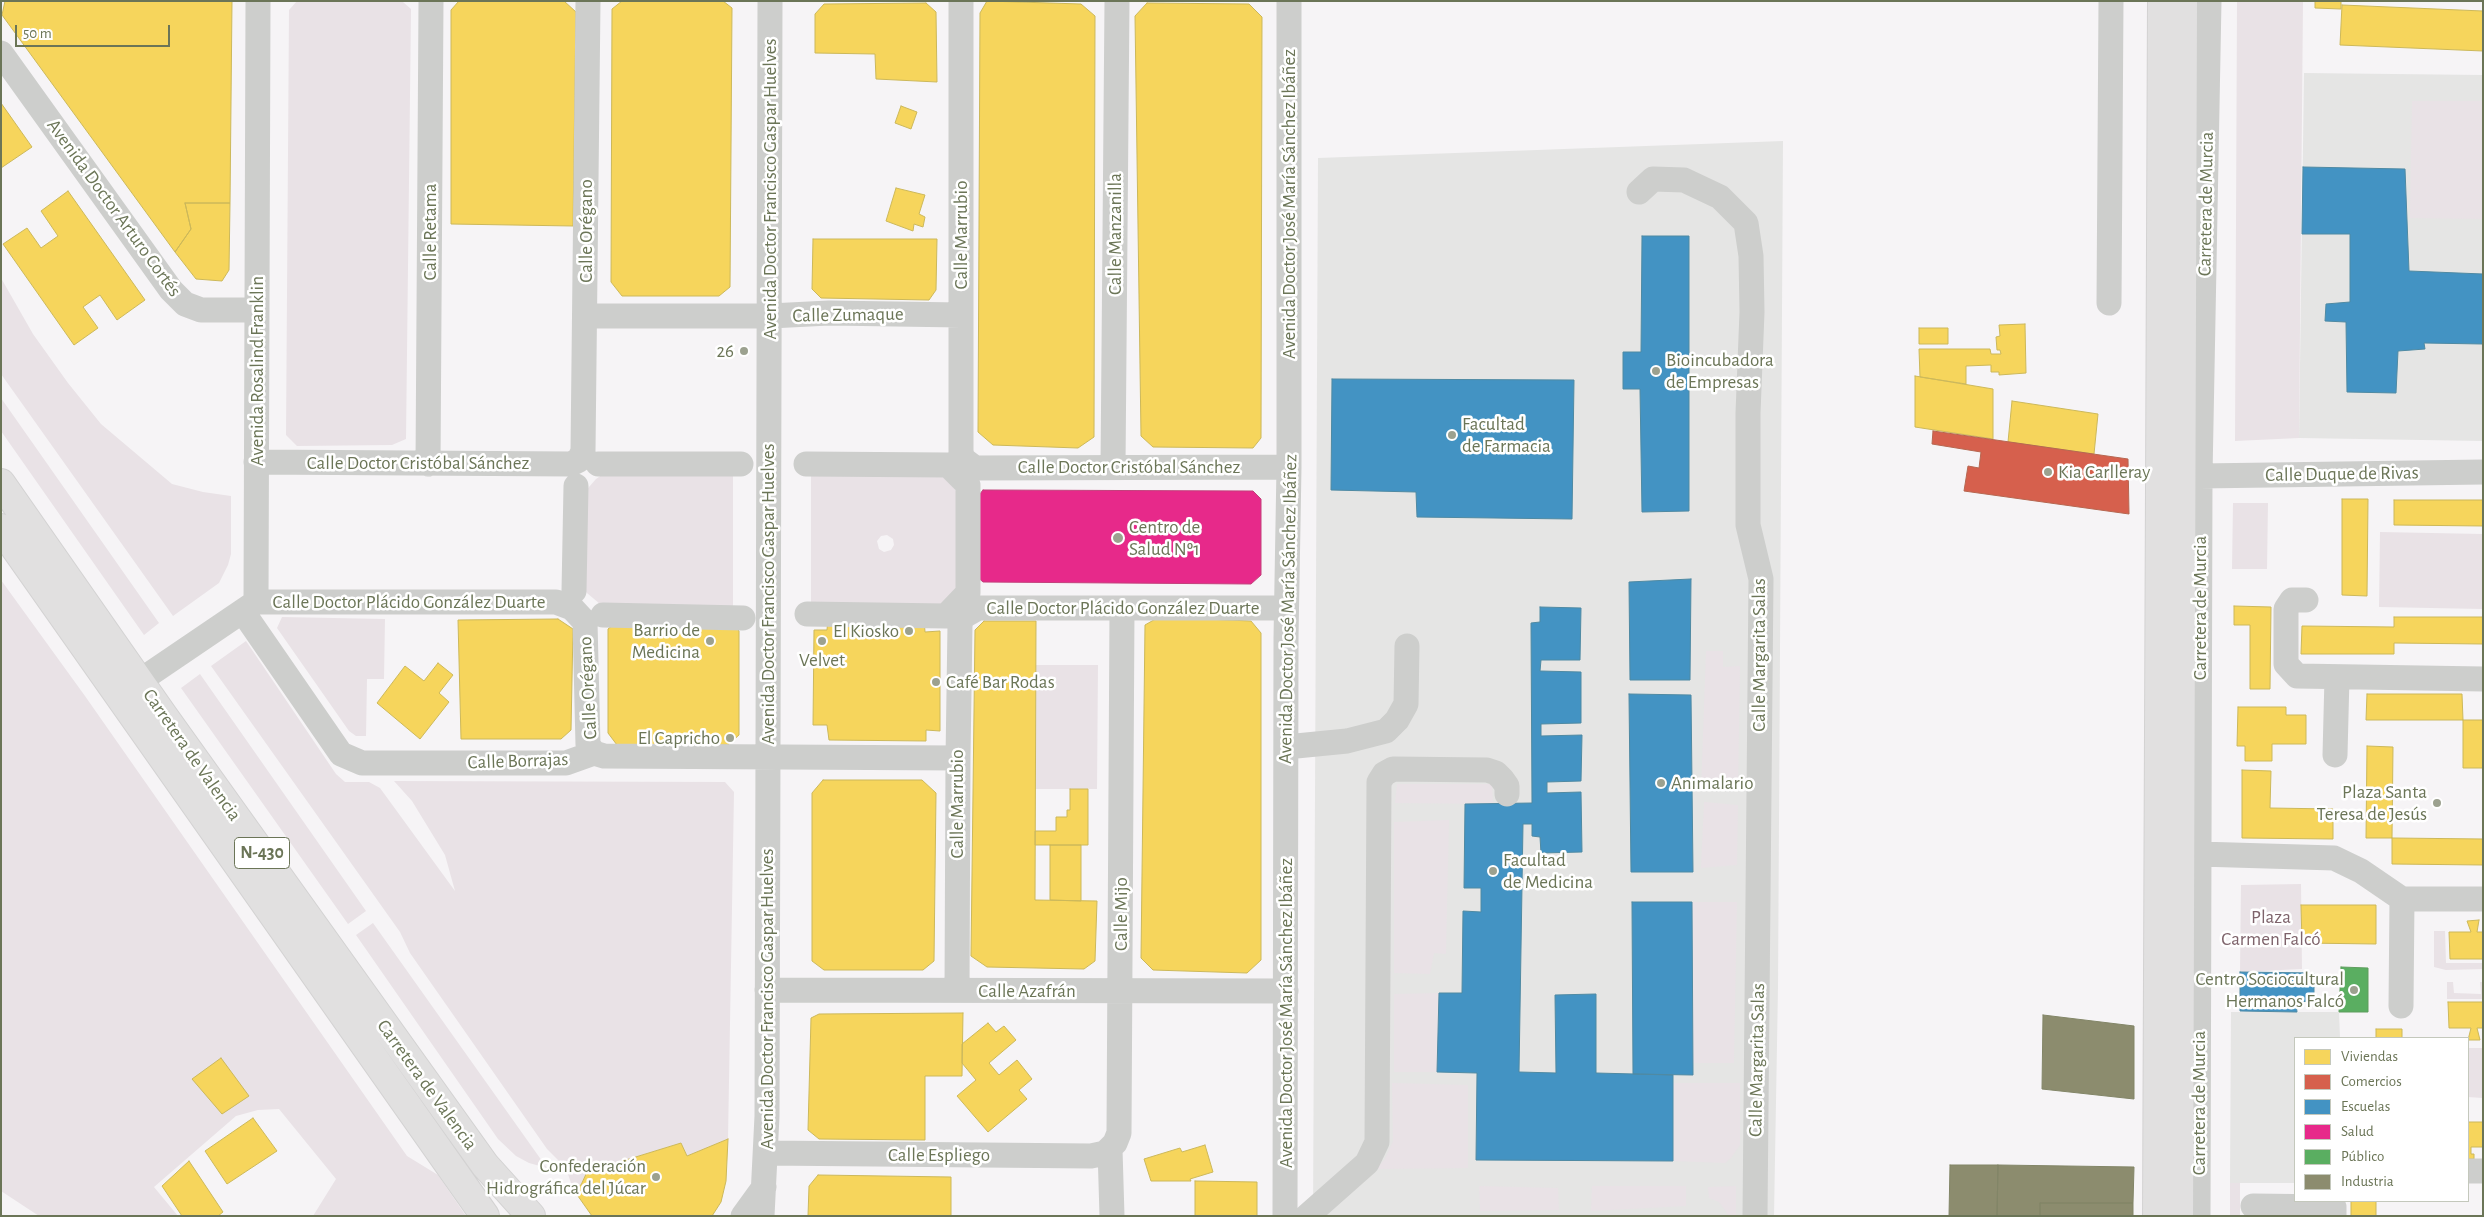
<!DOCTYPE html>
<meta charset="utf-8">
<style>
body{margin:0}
#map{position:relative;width:2484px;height:1217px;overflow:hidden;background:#f6f4f6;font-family:"Alegreya Sans",sans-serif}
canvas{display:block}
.frame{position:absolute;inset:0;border:2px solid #6b7557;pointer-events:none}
.legend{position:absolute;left:2294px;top:1037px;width:175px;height:165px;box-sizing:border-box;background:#fff;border:1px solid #c4c8bc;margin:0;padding:6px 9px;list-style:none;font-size:15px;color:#6b7557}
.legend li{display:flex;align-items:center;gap:10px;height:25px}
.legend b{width:25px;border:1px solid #c4c8bc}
.scale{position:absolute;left:15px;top:25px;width:155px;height:22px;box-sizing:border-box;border:2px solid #6b7557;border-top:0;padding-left:6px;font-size:15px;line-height:18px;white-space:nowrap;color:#6b7557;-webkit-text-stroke:4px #fff;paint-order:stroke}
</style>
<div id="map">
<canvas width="2484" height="1217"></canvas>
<div class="frame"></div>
<ul class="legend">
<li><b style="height:14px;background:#f6d55c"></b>Viviendas</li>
<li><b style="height:14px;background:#d6604d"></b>Comercios</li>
<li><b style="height:14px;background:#4393c3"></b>Escuelas</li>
<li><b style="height:14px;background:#e7298a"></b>Salud</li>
<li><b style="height:14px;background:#5aae61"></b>Público</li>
<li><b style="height:14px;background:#8c8c6e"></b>Industria</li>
</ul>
<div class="scale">50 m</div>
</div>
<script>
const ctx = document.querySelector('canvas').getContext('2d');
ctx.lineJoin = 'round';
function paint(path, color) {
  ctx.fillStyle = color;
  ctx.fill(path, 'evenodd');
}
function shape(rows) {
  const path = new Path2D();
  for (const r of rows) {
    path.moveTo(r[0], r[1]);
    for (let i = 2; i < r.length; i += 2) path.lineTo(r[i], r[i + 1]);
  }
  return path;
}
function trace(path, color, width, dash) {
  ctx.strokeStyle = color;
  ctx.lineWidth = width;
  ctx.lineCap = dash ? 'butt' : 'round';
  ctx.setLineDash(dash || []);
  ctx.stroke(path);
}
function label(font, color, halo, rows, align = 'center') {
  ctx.font = font + ' "Alegreya Sans",sans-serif';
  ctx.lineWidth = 5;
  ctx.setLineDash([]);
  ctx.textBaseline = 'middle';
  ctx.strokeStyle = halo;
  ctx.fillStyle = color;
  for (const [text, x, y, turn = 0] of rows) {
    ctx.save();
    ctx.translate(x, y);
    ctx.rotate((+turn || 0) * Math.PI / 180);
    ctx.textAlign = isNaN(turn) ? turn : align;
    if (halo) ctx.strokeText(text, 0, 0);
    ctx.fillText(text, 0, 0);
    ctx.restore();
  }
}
paint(shape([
 [2304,73,2483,75,2483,441,2299,438],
 [1783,141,1778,987,1774,1216,1313,1216,1318,158],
 [2231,1012,2339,1012,2340,1038,2295,1038,2295,1183,2230,1183]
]), '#e5e5e4');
paint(shape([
 [297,1,403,2,411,9,406,439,392,445,297,446,286,435,289,10],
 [2237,1,2303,1,2299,438,2235,441],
 [2412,101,2483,101,2483,219,2410,218],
 [1,278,33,334,68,383,101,424,172,484,203,492,231,496,231,554,228,565,219,583,173,616,1,374],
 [1,398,159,623,144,635,1,431],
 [811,469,940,471,962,498,962,593,938,611,811,611],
 [887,535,893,539,894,545,891,550,884,552,879,549,877,541,881,536],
 [606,472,733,472,733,610,600,604,581,588,582,495,596,479],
 [2233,503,2268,503,2267,569,2232,569],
 [2380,532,2483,534,2483,609,2379,607],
 [1,580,85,696,407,1156,438,1175,466,1216,313,1216,336,1179,279,1109,258,1110,236,1116,154,1187,178,1216,39,1216,1,1191],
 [282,617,385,619,384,679,367,679,366,736,356,736,349,731,277,628],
 [246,641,336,774,345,782,369,782,380,788,455,891,445,855,412,801,394,781,725,782,734,792,728,1139,687,1156,681,1143,587,1172,581,1185,573,1189,566,1168,579,1158,565,1167,547,1149,410,953,400,932,211,666],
 [1706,651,1723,651,1723,667,1740,666,1738,789,1701,791],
 [1036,665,1098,665,1097,789,1036,789],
 [200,674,366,911,348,924,181,688],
 [1397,784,1492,784,1493,804,1395,803],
 [1704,802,1738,805,1737,865,1701,868],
 [1449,820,1446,954,1434,953,1430,974,1394,973,1394,822],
 [2301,884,2302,969,2240,972,2241,885],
 [1692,902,1737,902,1734,1063,1693,1063],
 [373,923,547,1168,529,1163,516,1156,498,1139,356,935],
 [2434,931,2445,931,2446,963,2483,963,2483,969,2446,970,2434,967],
 [2447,982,2453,982,2454,993,2481,994,2480,982,2483,982,2483,999,2447,999],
 [1439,993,1437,1072,1394,1072,1394,994],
 [2468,1048,2483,1048,2483,1098,2468,1097],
 [1392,1083,1468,1085,1468,1168,1376,1169,1385,1159,1393,1141],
 [1673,1083,1740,1083,1740,1145,1731,1158,1725,1163,1673,1161],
 [2230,1183,2240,1183,2240,1216,2230,1216],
 [1479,1186,1558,1188,1559,1210,1480,1211],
 [1592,1186,1686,1186,1686,1206,1591,1211],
 [1736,1186,1736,1216,1729,1216,1719,1202,1709,1198,1708,1187]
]), '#e9e2e6');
const homes = shape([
 [5,1,232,1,230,203,185,203,191,229,175,252,2,15,5,1],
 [459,1,564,1,576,12,573,226,451,224,451,10,459,1],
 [622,1,723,1,732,8,730,287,719,296,622,296,611,282,612,9,622,1],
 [987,1,1081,4,1095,16,1094,437,1078,448,993,445,978,432,980,13,987,1],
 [2315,1,2341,1,2341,9,2315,8,2315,1],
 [926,3,936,12,937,82,876,79,875,54,815,53,815,14,824,4,926,3],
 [1147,3,1249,4,1262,17,1261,438,1253,448,1153,447,1141,436,1135,16,1147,3],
 [2342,5,2483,11,2483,51,2340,45,2342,5],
 [1,103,32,147,1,168,1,103],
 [901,106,917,112,911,129,895,123,901,106],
 [896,188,925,195,919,214,925,217,923,227,914,224,913,231,886,221,896,188],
 [68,191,145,300,117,320,100,295,83,307,98,328,74,345,3,244,27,228,41,248,58,236,41,211,68,191],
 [185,203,230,203,229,270,222,281,196,279,175,252,191,229,185,203],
 [813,239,937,239,936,290,929,300,821,298,812,289,813,239],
 [2025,324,2026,373,1999,375,1999,372,1991,372,1991,365,1966,366,1966,384,1920,377,1919,349,1990,349,1991,354,2001,354,2000,350,1997,350,1996,337,2000,336,1999,325,2025,324],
 [1919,328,1948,328,1948,344,1919,344,1919,328],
 [1915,376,1993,389,1993,439,1915,427,1915,376],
 [2012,401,2098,414,2094,454,2008,442,2012,401],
 [2342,499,2368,499,2367,596,2342,595,2342,499],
 [2394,500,2483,500,2483,526,2394,525,2394,500],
 [2234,606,2271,607,2270,689,2250,689,2250,625,2234,625,2234,606],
 [1159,617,1251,621,1261,633,1261,960,1247,973,1153,970,1141,958,1145,625,1159,617],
 [2394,617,2483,617,2483,644,2394,643,2394,654,2301,654,2302,626,2394,627,2394,617],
 [828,618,924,618,925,632,940,631,940,731,926,730,926,741,829,740,827,725,813,725,814,630,827,630,828,618],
 [558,619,573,629,571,730,561,739,461,739,458,620,558,619],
 [619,620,729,620,739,631,739,735,728,745,617,745,608,733,608,629,619,620],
 [984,621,1036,621,1035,900,1097,901,1095,961,1084,969,987,967,971,956,975,630,984,621],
 [438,663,453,675,439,693,449,702,420,739,377,703,405,666,424,681,438,663],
 [2367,694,2462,694,2463,720,2366,720,2367,694],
 [2238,707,2286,707,2286,715,2306,715,2306,744,2272,744,2272,761,2245,761,2245,746,2237,746,2238,707],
 [2463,720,2483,720,2483,768,2463,768,2463,720],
 [2367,746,2393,747,2392,838,2366,838,2367,746],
 [2242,770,2271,771,2270,808,2333,809,2333,839,2242,838,2242,770],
 [823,780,922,780,936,793,934,961,923,970,824,970,812,961,812,793,823,780],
 [1070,789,1088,789,1088,845,1035,845,1035,831,1056,831,1056,817,1067,817,1067,810,1070,810,1070,789],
 [2392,838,2483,839,2483,865,2392,864,2392,838],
 [1050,845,1081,845,1081,901,1050,900,1050,845],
 [2301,905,2376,905,2376,944,2302,943,2301,905],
 [2479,920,2477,932,2483,932,2483,959,2450,959,2449,932,2471,932,2467,921,2479,920],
 [2448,1002,2483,1002,2483,1028,2477,1028,2480,1040,2468,1040,2471,1028,2449,1028,2448,1002],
 [963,1013,962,1076,925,1076,925,1140,819,1139,808,1130,811,1018,819,1014,963,1013],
 [988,1023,996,1032,1004,1026,1016,1040,989,1063,999,1075,1017,1060,1032,1079,1019,1090,1027,1099,988,1132,957,1096,976,1080,962,1063,962,1044,988,1023],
 [2376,1029,2402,1029,2402,1038,2376,1038,2376,1029],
 [221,1058,249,1096,222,1114,192,1079,221,1058],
 [253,1118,277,1151,227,1184,205,1151,253,1118],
 [2468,1122,2483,1122,2483,1147,2471,1147,2471,1154,2474,1154,2474,1159,2468,1159,2468,1122],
 [728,1139,726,1181,721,1202,712,1216,592,1216,573,1189,581,1185,587,1172,681,1143,687,1156,728,1139],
 [1205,1145,1213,1172,1190,1179,1191,1181,1151,1181,1144,1159,1180,1148,1182,1152,1205,1145],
 [189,1161,223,1212,218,1216,182,1216,162,1186,189,1161],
 [818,1175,951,1177,951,1216,808,1216,809,1186,818,1175],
 [1195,1181,1257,1182,1257,1216,1195,1216,1195,1181],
 [2351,1201,2376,1201,2376,1216,2351,1216,2351,1201]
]);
paint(homes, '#f6d55c');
trace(homes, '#ccb85a', 1);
const shops = shape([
 [1933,431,2128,459,2129,514,1964,491,1968,466,1979,468,1981,452,1932,444,1933,431]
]);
paint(shops, '#d6604d');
trace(shops, '#b66650', 1);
const schools = shape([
 [2303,167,2405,169,2409,271,2483,274,2483,344,2424,343,2425,349,2398,351,2396,393,2347,392,2346,322,2325,321,2326,304,2350,302,2350,234,2302,234,2303,167],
 [1642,236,1689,236,1689,511,1642,512,1640,389,1623,389,1623,352,1641,352,1642,236],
 [1332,379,1574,380,1572,519,1417,517,1416,492,1331,490,1332,379],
 [1691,579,1690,680,1630,680,1629,582,1691,579],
 [1540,607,1581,608,1580,660,1541,660,1540,671,1581,672,1581,723,1541,724,1541,736,1582,735,1581,781,1547,782,1547,793,1581,792,1582,852,1541,853,1540,837,1532,836,1532,824,1523,824,1519,1072,1556,1073,1555,995,1596,994,1596,1073,1673,1075,1673,1161,1476,1160,1477,1073,1437,1072,1439,993,1462,993,1463,911,1481,912,1481,888,1464,888,1465,804,1532,803,1531,623,1540,622,1540,607],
 [1629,694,1691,695,1693,872,1631,872,1629,694],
 [1632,902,1692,902,1693,1075,1633,1074,1632,902],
 [2240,972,2314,973,2314,1001,2296,1002,2297,1012,2240,1011,2240,972]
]);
paint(schools, '#4393c3');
trace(schools, '#4f8aa3', 1);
const health = shape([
 [983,490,1253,491,1261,499,1261,575,1251,584,983,582,974,574,976,499,983,490]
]);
paint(health, '#e7298a');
trace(health, '#c2407b', 1);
const public = shape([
 [2341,967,2368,968,2368,1012,2339,1012,2341,967]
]);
paint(public, '#5aae61');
trace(public, '#5f9d5e', 1);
const industry = shape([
 [2043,1015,2134,1026,2134,1099,2042,1089,2043,1015],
 [1950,1165,1998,1165,1997,1216,1949,1216,1950,1165],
 [1998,1165,2134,1167,2133,1203,2040,1203,2040,1216,1997,1216,1998,1165],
 [2040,1203,2133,1203,2133,1216,2040,1216,2040,1203]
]);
paint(industry, '#8c8c6e');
trace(industry, '#828567', 1);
const major = shape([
 [1,483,163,715,485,1165,531,1216],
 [1,528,485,1216],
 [2157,1216,2162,1],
 [2179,1216,2183,1]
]);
trace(major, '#d3d2d2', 30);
trace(shape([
 [961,1,961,452,963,459,975,468,1289,467],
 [1,53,171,290,185,304,201,310,257,310],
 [1639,192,1653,179,1684,180,1720,197,1746,223,1751,256,1752,312,1748,413,1748,525,1761,579,1755,1216],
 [2109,303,2111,1],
 [585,316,770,316,829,313,961,315],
 [256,462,571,464,579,460,583,451,588,1],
 [428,464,431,1],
 [598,464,741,464],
 [806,464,948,465,968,485,968,593,946,616,807,614],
 [1113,467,1117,1],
 [2200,476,2483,472],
 [574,591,576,486],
 [2306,600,2292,600,2286,609,2286,664,2297,676,2483,679],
 [256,602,258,1],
 [256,602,556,602,572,608,585,622,588,745,594,753],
 [243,612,341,754,362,763,566,763,594,753,604,756,958,758],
 [603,615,743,618],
 [141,680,256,602],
 [1286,747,1347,741,1386,731,1397,720,1406,704,1407,646],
 [2335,755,2337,677],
 [2199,854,2334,858,2361,871,2402,899,2483,899],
 [767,990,1286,991],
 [957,990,958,758,960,625,962,617,978,608,1286,608],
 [2401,1006,2402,899],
 [1110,1149,1112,1216],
 [766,1153,1091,1156,1105,1153,1115,1143,1119,1133,1122,609],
 [2469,1171,2483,1171],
 [2253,1206,2334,1207,2334,1216],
 [743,1216,764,1187],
 [762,1216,767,1116,770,1],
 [1285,1216,1286,638,1289,467,1289,1],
 [1307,1216,1367,1163,1377,1142,1379,782,1384,774,1393,769,1487,770,1496,773,1502,779,1507,786,1507,794],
 [2198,1216,2200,476,2209,1]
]), '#cdcecc', 25);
trace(major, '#e1e0e0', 28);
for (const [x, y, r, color] of [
 [744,351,5,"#9ca18f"],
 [1656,371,5,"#9ca18f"],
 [1452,435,5,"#9ca18f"],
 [2048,472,5,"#9ca18f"],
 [1118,538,6,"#9ca18f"],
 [909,631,5,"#9ca18f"],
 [710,641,5,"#9ca18f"],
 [822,641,5,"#9ca18f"],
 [936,682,5,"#9ca18f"],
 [730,738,5,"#9ca18f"],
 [1661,783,5,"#9ca18f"],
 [2437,803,5,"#9ca18f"],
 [1493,871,5,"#9ca18f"],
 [2354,990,5,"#9ca18f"],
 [656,1177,5,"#9ca18f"]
]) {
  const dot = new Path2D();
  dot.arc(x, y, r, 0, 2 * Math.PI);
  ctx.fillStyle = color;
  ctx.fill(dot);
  trace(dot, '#fff', 2);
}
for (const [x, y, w] of [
 [262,853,55]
]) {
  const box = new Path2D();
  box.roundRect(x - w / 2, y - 15.5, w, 31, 4);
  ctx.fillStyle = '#fff';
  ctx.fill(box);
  trace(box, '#6b7557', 1);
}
label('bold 18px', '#6b7557', null, [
 ["N-430",262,853]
]);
label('19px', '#6b7557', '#fff', [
 ["Avenida Doctor Francisco Gaspar Huelves",770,189,-90],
 ["Avenida Doctor José María Sánchez Ibáñez",1289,204,-90],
 ["Carretera de Murcia",2206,204,-89],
 ["Avenida Doctor Arturo Cortés",114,208,54],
 ["Calle Orégano",586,231,-90],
 ["Calle Retama",430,232,-90],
 ["Calle Manzanilla",1115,234,-90],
 ["Calle Marrubio",961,235,-90],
 ["Calle Zumaque",848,315,-1],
 ["Avenida Rosalind Franklin",257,371,-90],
 ["Calle Doctor Cristóbal Sánchez",418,463],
 ["Calle Doctor Cristóbal Sánchez",1129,467],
 ["Calle Duque de Rivas",2342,474,-1],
 ["Avenida Doctor Francisco Gaspar Huelves",768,594,-90],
 ["Calle Doctor Plácido González Duarte",409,602],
 ["Calle Doctor Plácido González Duarte",1123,608],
 ["Carretera de Murcia",2200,608,-90],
 ["Avenida Doctor José María Sánchez Ibáñez",1288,609,-89],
 ["Calle Margarita Salas",1759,655,-90],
 ["Calle Orégano",588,688,-93],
 ["Carretera de Valencia",192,755,55],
 ["Calle Borrajas",518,761,-2],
 ["Calle Marrubio",957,804,-90],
 ["Calle Mijo",1121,914,-90],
 ["Calle Azafrán",1027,991],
 ["Avenida Doctor Francisco Gaspar Huelves",767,999,-90],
 ["Avenida Doctor José María Sánchez Ibáñez",1286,1013,-90],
 ["Calle Margarita Salas",1757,1060,-89],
 ["Carretera de Valencia",427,1085,54],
 ["Carretera de Murcia",2199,1103,-90],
 ["Calle Espliego",939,1155]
]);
label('19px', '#6b7557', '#fff', [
 ["26",734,351],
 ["Bioincubadora",1666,360,"left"],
 ["de Empresas",1666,382,"left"],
 ["Facultad",1462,424,"left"],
 ["de Farmacia",1462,446,"left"],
 ["Kia Carlleray",2058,472,"left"],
 ["Centro de",1129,527,"left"],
 ["Salud Nº1",1129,549,"left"],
 ["Barrio de",700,630],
 ["Medicina",700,652],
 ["El Kiosko",899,631],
 ["Velvet",822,660,"center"],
 ["Café Bar Rodas",946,682,"left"],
 ["El Capricho",720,738],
 ["Animalario",1671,783,"left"],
 ["Plaza Santa",2427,792],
 ["Teresa de Jesús",2427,814],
 ["Facultad",1503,860,"left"],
 ["de Medicina",1503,882,"left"],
 ["Centro Sociocultural",2344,979],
 ["Hermanos Falcó",2344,1001],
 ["Confederación",646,1166],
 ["Hidrográfica del Júcar",646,1188]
], 'right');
label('19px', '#7e636b', '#fff', [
 ["Plaza",2271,917],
 ["Carmen Falcó",2271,939]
]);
</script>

* **Exercise**: Select the lines in this material that hold the word "align", leaving none out.

* **Final answer**:
.legend li{display:flex;align-items:center;gap:10px;height:25px}
function label(font, color, halo, rows, align = 'center') {
    ctx.textAlign = isNaN(turn) ? turn : align;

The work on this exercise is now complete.